France and the UK instigated the Nato bombing campaign that led to the fall of the Gaddafi regime during the uprising. Foreign powers are back in what is now a dismembered state. The Italians, the French, the Americans, the Russians, the Egyptians and the Emiratis are all at present backing rival blocs competing for power. The UN-backed interim government has little reach outside the capital.

The Italians and the French are the main European power brokers. David Cameron may have led the chorus of “Gaddafi must go”, but Brexit Britain, wrapped in its own internal political turbulence, has little presence or influence in Libya except for some special forces.

Slowly emerging into this changing milieu – albeit still in the background – are the Gaddafis. Seven years and 10 months ago I saw the bodies of Muammar Gaddafi and his son Mutassim laid out on the floors of a meat warehouse in the city of Misrata for the public, queues of people, some families with children, who had waited for hours to see the grim display. The rebels and their international sponsors declared that the dynasty which had ruled the country for more than four decades was gone forever.

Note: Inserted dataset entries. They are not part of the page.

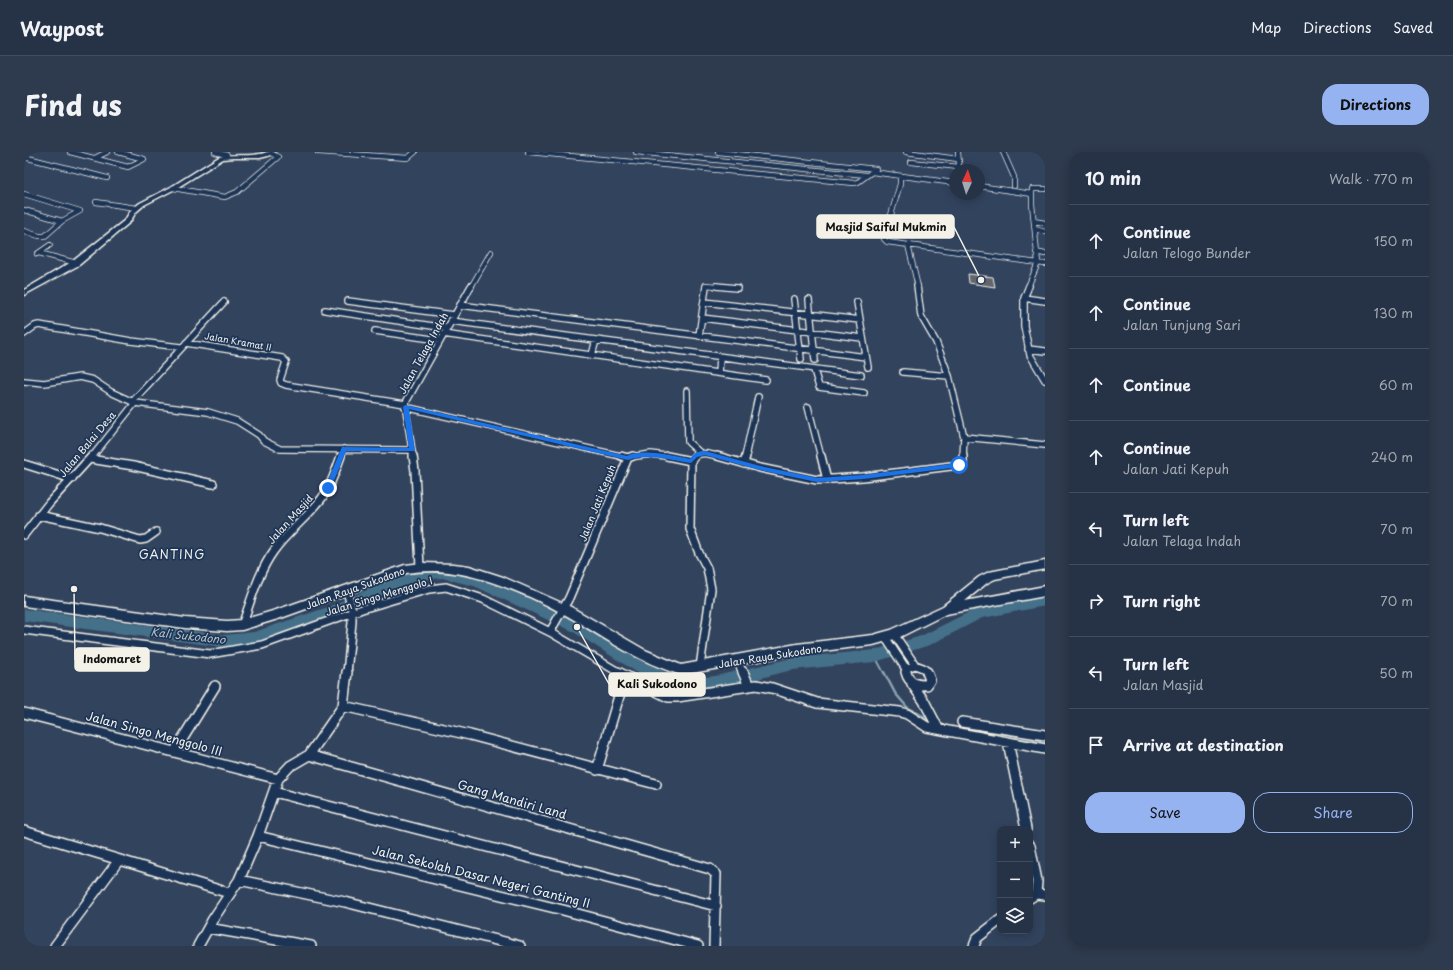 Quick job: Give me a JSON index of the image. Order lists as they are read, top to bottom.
{
  "streets": {
    "main road": ["Jalan Raya Sukodono"],
    "street": [
      "Jalan Kramat II",
      "Jalan Telaga Indah",
      "Jalan Balai Desa",
      "Jalan Jati Kepuh",
      "Jalan Masjid",
      "Jalan Singo Menggolo I",
      "Jalan Singo Menggolo III",
      "Gang Mandiri Land",
      "Jalan Sekolah Dasar Negeri Ganting II"
    ]
  },
  "crossings": [
    ["Jalan Kramat II", "Jalan Balai Desa"],
    ["Jalan Kramat II", "Jalan Jati Kepuh"],
    ["Jalan Telaga Indah", "Jalan Jati Kepuh"],
    ["Jalan Telaga Indah", "Jalan Raya Sukodono"],
    ["Jalan Jati Kepuh", "Jalan Raya Sukodono"],
    ["Jalan Jati Kepuh", "Jalan Singo Menggolo I"],
    ["Jalan Masjid", "Jalan Raya Sukodono"]
  ],
  "districts": ["GANTING"],
  "water": ["Kali Sukodono"],
  "places": ["Masjid Saiful Mukmin", "Indomaret", "Kali Sukodono"],
  "north": "top",
  "page": {
    "header": "Waypost",
    "nav": ["Map", "Directions", "Saved"],
    "title": "Find us",
    "buttons": [
      "Directions",
      ["Save", "Share"]
    ],
    "heading": ["10 min", "Walk · 770 m"],
    "list": [
      ["Continue", "Jalan Telogo Bunder", "150 m"],
      ["Continue", "Jalan Tunjung Sari", "130 m"],
      ["Continue", "60 m"],
      ["Continue", "Jalan Jati Kepuh", "240 m"],
      ["Turn left", "Jalan Telaga Indah", "70 m"],
      ["Turn right", "70 m"],
      ["Turn left", "Jalan Masjid", "50 m"],
      "Arrive at destination"
    ],
    "map_buttons": ["+", "−"]
  }
} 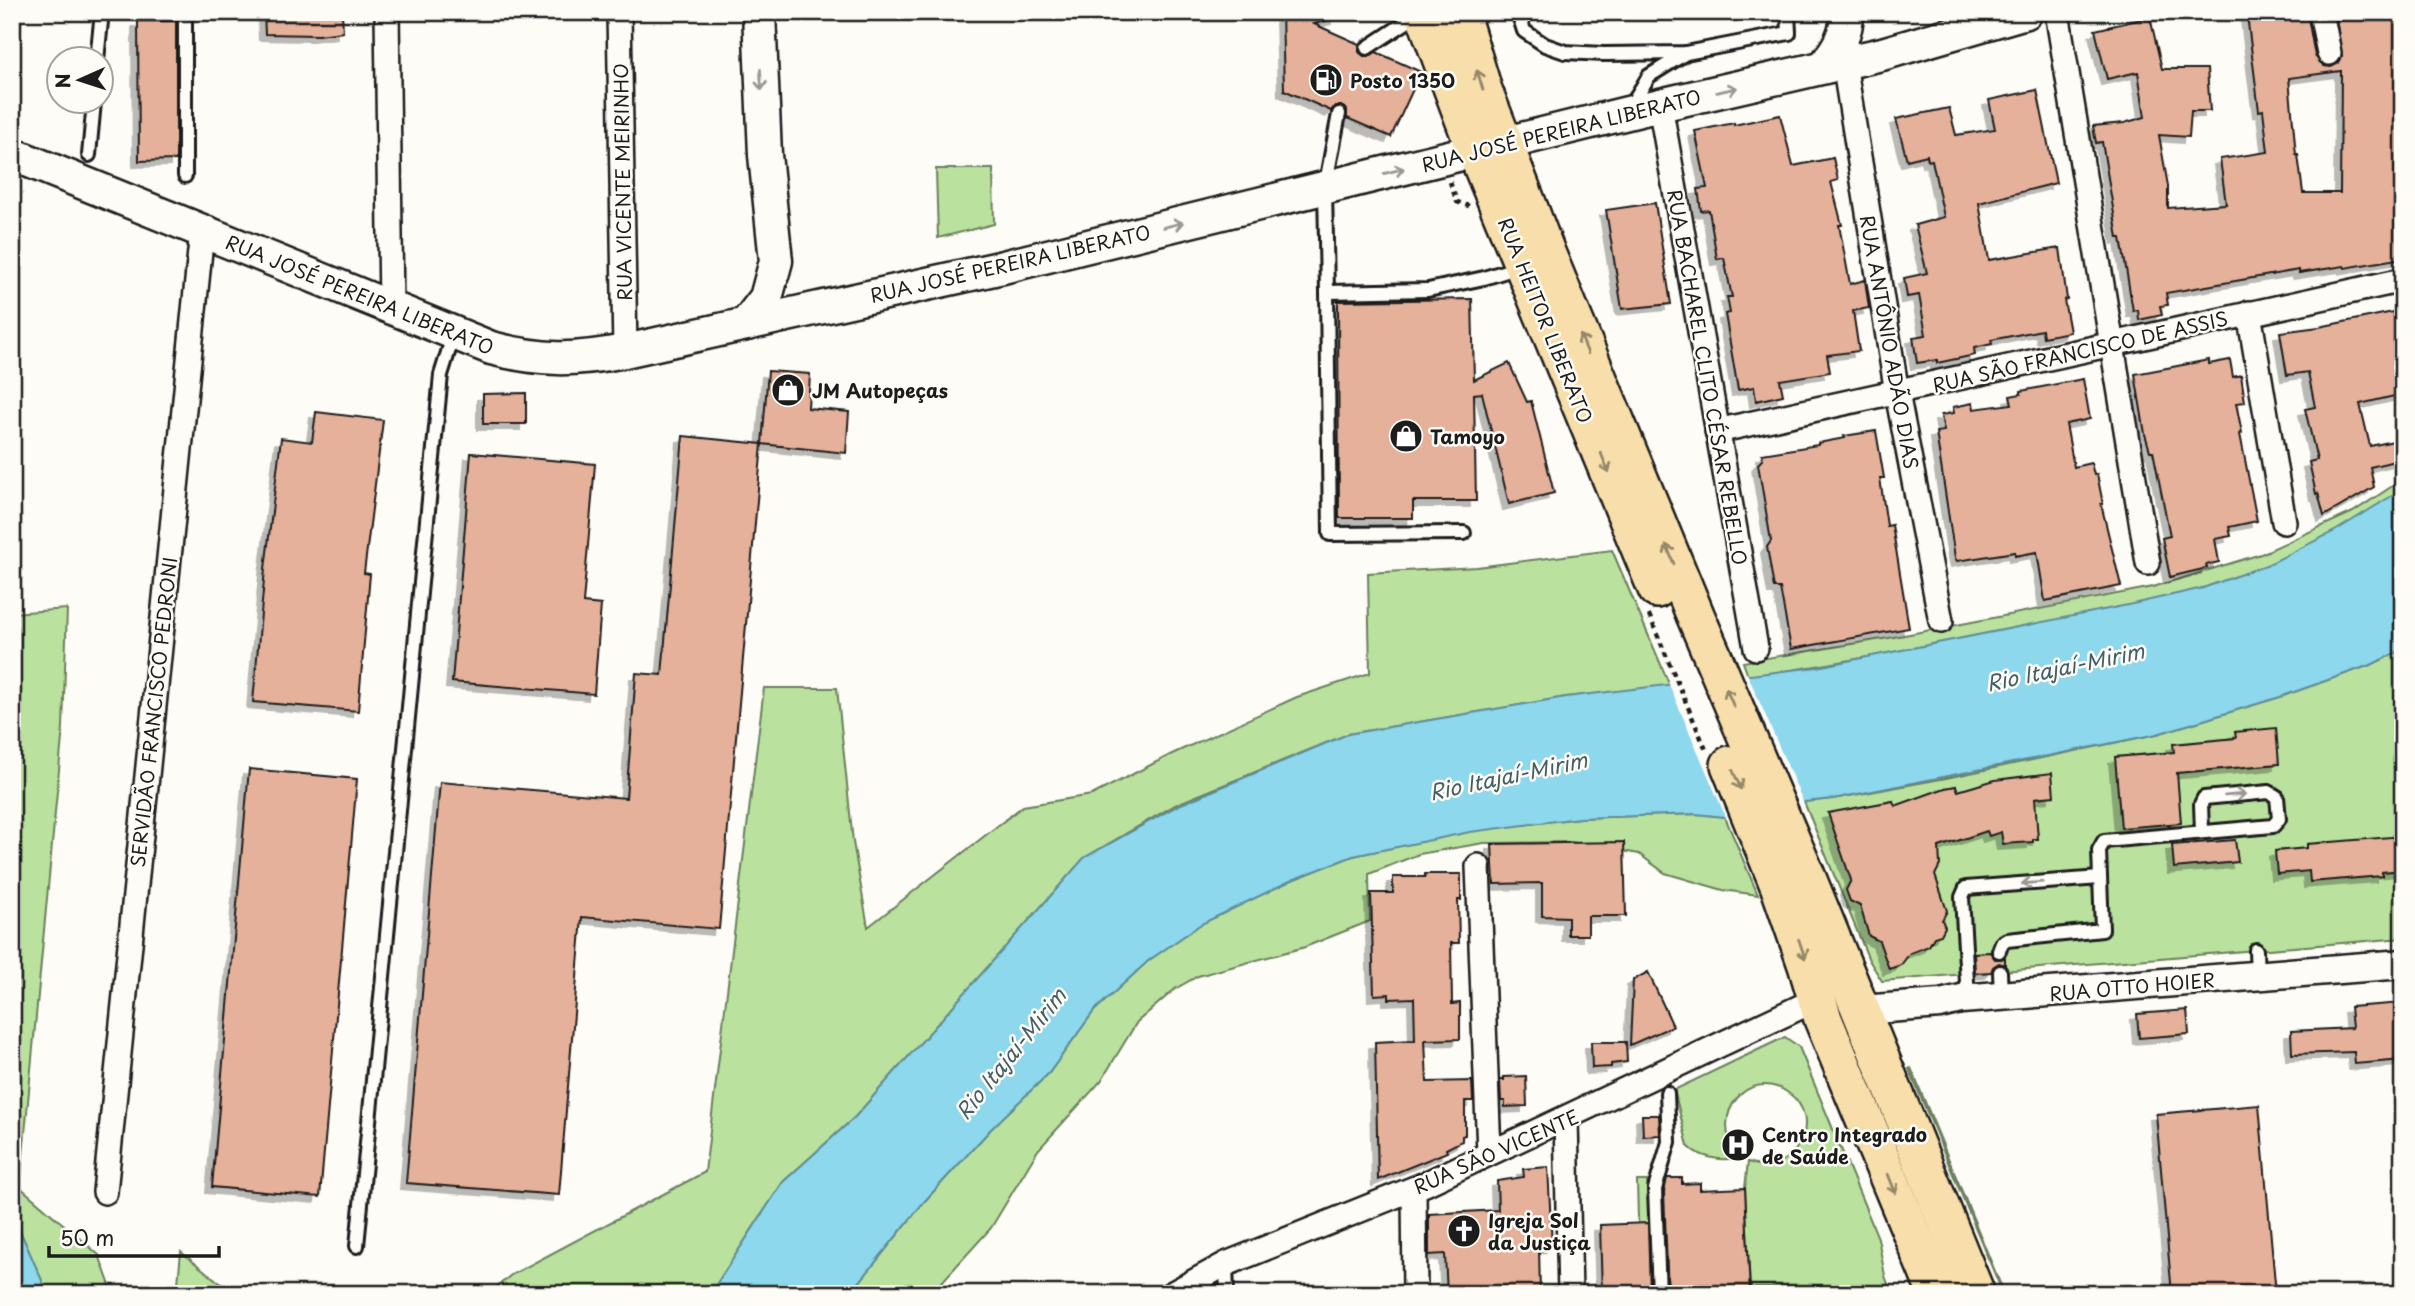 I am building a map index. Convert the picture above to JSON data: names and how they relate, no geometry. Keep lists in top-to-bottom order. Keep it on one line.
{"streets":{"main road":["RUA JOSÉ PEREIRA LIBERATO","RUA HEITOR LIBERATO"],"street":["RUA VICENTE MEIRINHO","RUA ANTÔNIO ADÃO DIAS","RUA SÃO FRANCISCO DE ASSIS","RUA BACHAREL CLITO CÉSAR REBELLO","SERVIDÃO FRANCISCO PEDRONI","RUA OTTO HOIER","RUA SÃO VICENTE"]},"crossings":[["RUA JOSÉ PEREIRA LIBERATO","RUA VICENTE MEIRINHO"],["RUA JOSÉ PEREIRA LIBERATO","RUA HEITOR LIBERATO"],["RUA JOSÉ PEREIRA LIBERATO","RUA ANTÔNIO ADÃO DIAS"],["RUA JOSÉ PEREIRA LIBERATO","RUA BACHAREL CLITO CÉSAR REBELLO"],["RUA JOSÉ PEREIRA LIBERATO","SERVIDÃO FRANCISCO PEDRONI"],["RUA ANTÔNIO ADÃO DIAS","RUA SÃO FRANCISCO DE ASSIS"],["RUA SÃO FRANCISCO DE ASSIS","RUA BACHAREL CLITO CÉSAR REBELLO"]],"one_way":["RUA JOSÉ PEREIRA LIBERATO"],"water":["Rio Itajaí-Mirim"],"places":{"fuel station":["Posto 1350"],"shop":["JM Autopeças","Tamoyo"],"hospital":["Centro Integrado de Saúde"],"church":["Igreja Sol da Justiça"]},"scale_bar":"50 m","north":"left"} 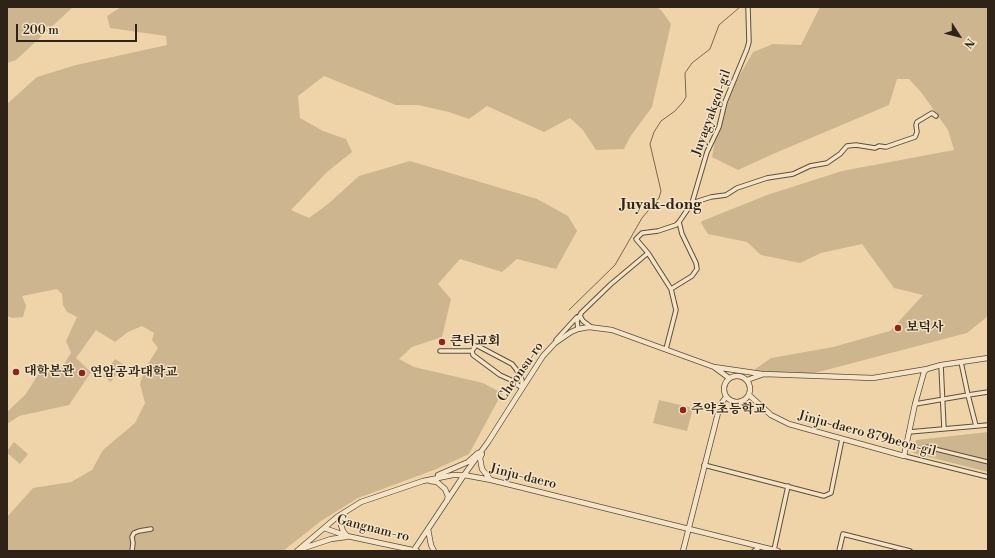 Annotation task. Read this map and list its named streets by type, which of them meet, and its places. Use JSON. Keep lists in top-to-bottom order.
{
  "streets": {
    "street": [
      "Juyagyakgol-gil",
      "Cheonsu-ro",
      "Jinju-daero 879beon-gil",
      "Jinju-daero",
      "Gangnam-ro"
    ]
  },
  "crossings": [
    ["Cheonsu-ro", "Jinju-daero 879beon-gil"],
    ["Cheonsu-ro", "Jinju-daero"],
    ["Cheonsu-ro", "Gangnam-ro"],
    ["Jinju-daero", "Gangnam-ro"]
  ],
  "districts": ["Juyak-dong"],
  "places": [
    "보덕사",
    "큰터교회",
    "대학본관",
    "연암공과대학교",
    "주약초등학교"
  ],
  "scale_bar": "200 m",
  "north": "bottom right"
} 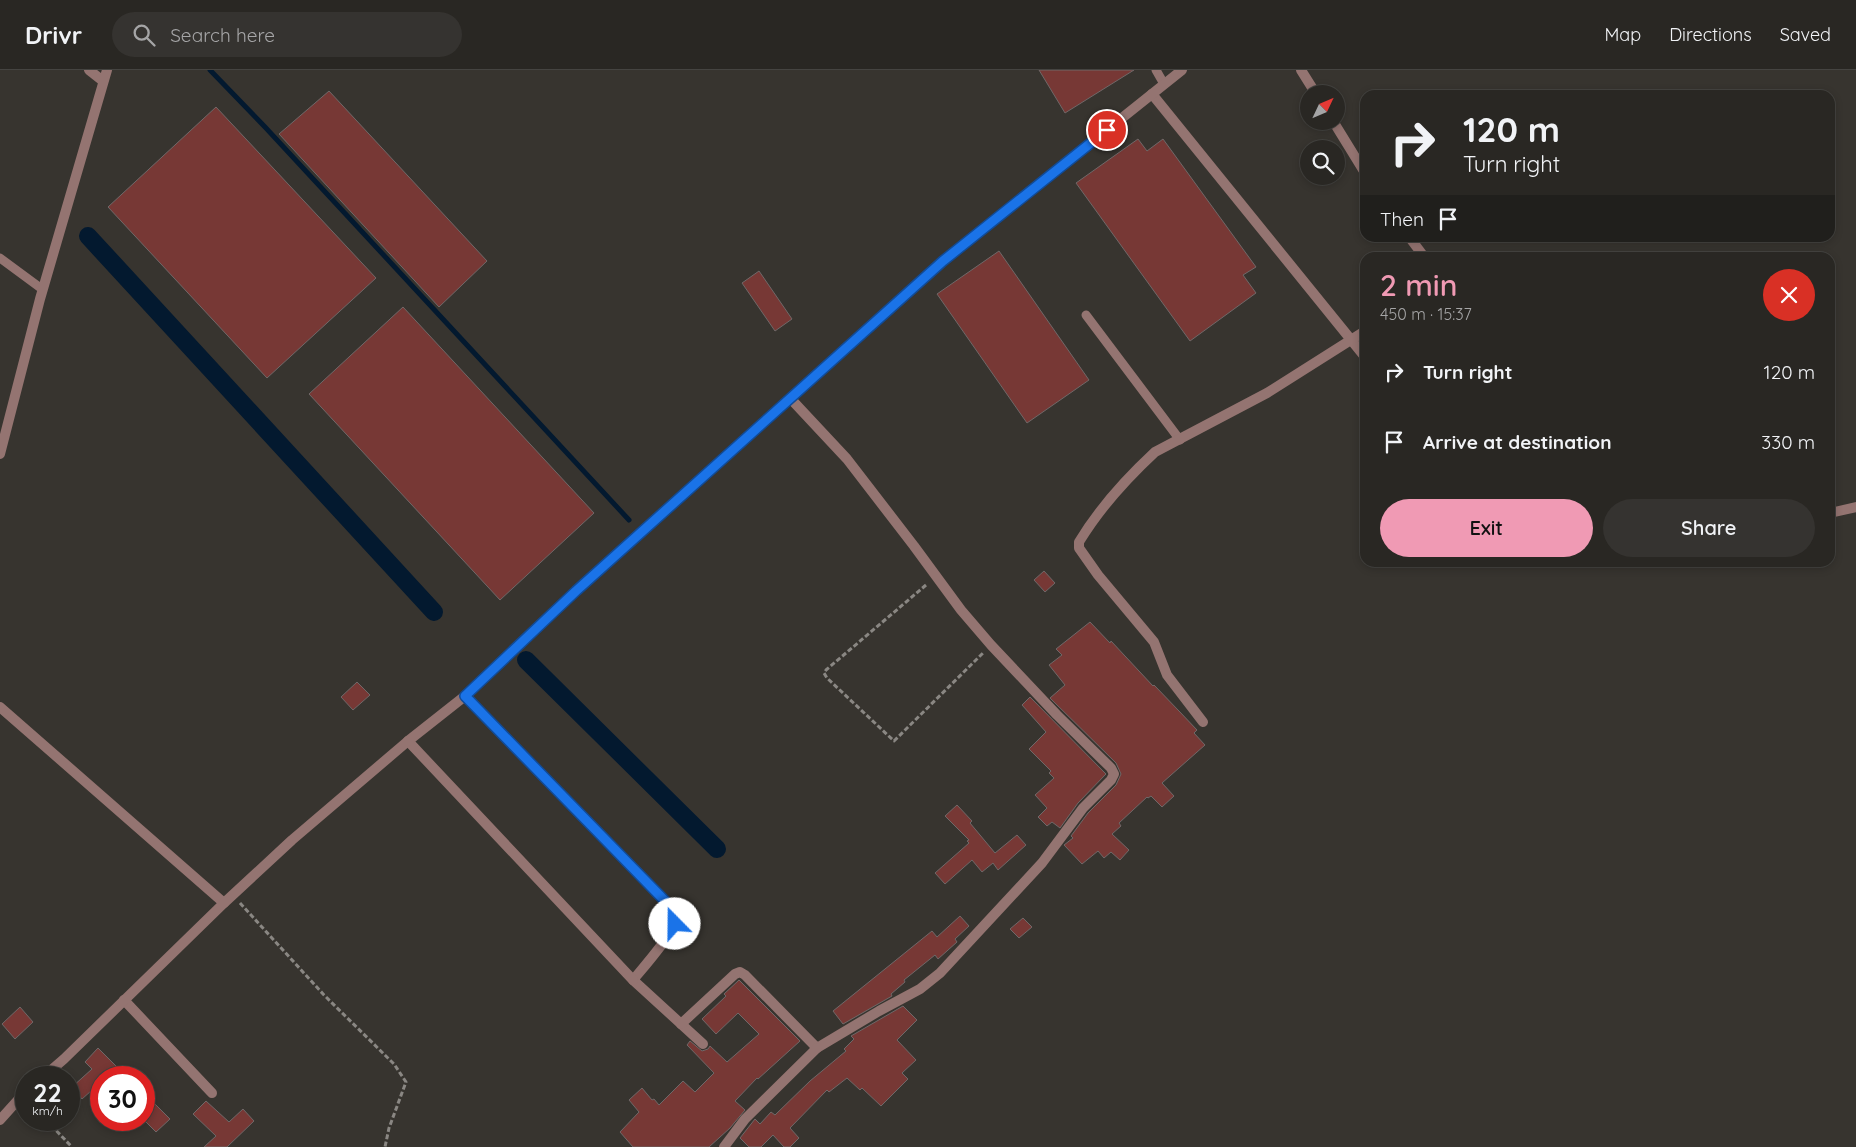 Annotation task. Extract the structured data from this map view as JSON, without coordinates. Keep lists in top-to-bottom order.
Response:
{
  "north": "top right",
  "page": {
    "header": "Drivr",
    "search": "Search here",
    "nav": ["Map", "Directions", "Saved"],
    "turn": ["120 m", "Turn right"],
    "then": "Then",
    "heading": ["2 min", "450 m · 15:37"],
    "list": [
      {
        "name": "Turn right",
        "value": "120 m"
      },
      {
        "name": "Arrive at destination",
        "value": "330 m"
      }
    ],
    "buttons": ["Exit", "Share"],
    "speed": "22 km/h",
    "limit": "30"
  }
}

Colonel Gaddafi had been lynched after being captured and tortured as he tried to escape from his home town of Sirte, his last hiding place, as the tide of civil war turned against him. Mutassim was shot dead after being caught with his father. Another son, Khamis, who led a brigade named after himself in the conflict, was killed by a Nato airstrike at the end of August 2011, while another, Saif al-Arab, was reportedly killed after returning to Libya from Germany in April 2011.

Saif al-Islam Gaddafi, the leader’s heir apparent, was also captured as he tried to flee Libya. He was sentenced to death by a court in Tripoli and the International Criminal Court announced that it would try him in The Hague. But the militia in the city of Zintan which had kept him in custody – after cutting off the two fingers with which he used to signal victory on TV – refused to hand him over.

As post-liberation Libya fell apart into feuding fiefdoms, I found on successive visits that many were comparing the state of insecurity with the Gaddafi years, wondering whether authoritarian rule was a price worth paying for stability. This may have been rose-tinted nostalgia: many of the same people had celebrated the downfall of the man they called a cruel despot. But the time may come in the not too distant future when Libyans can show if they really want a future linked to the past.

Saif al-Islam was quietly freed 18 months ago and his supporters announced that he intended to run in last year’s presidential election. They were postponed but are due to be held, supposedly, in the next few months, although no date has been set yet. There is nothing constitutional to stop Saif al-Isla from standing. A law passed in 2013 banning officials in Colonel Gaddafi’s administration from standing for public office was revoked two years later.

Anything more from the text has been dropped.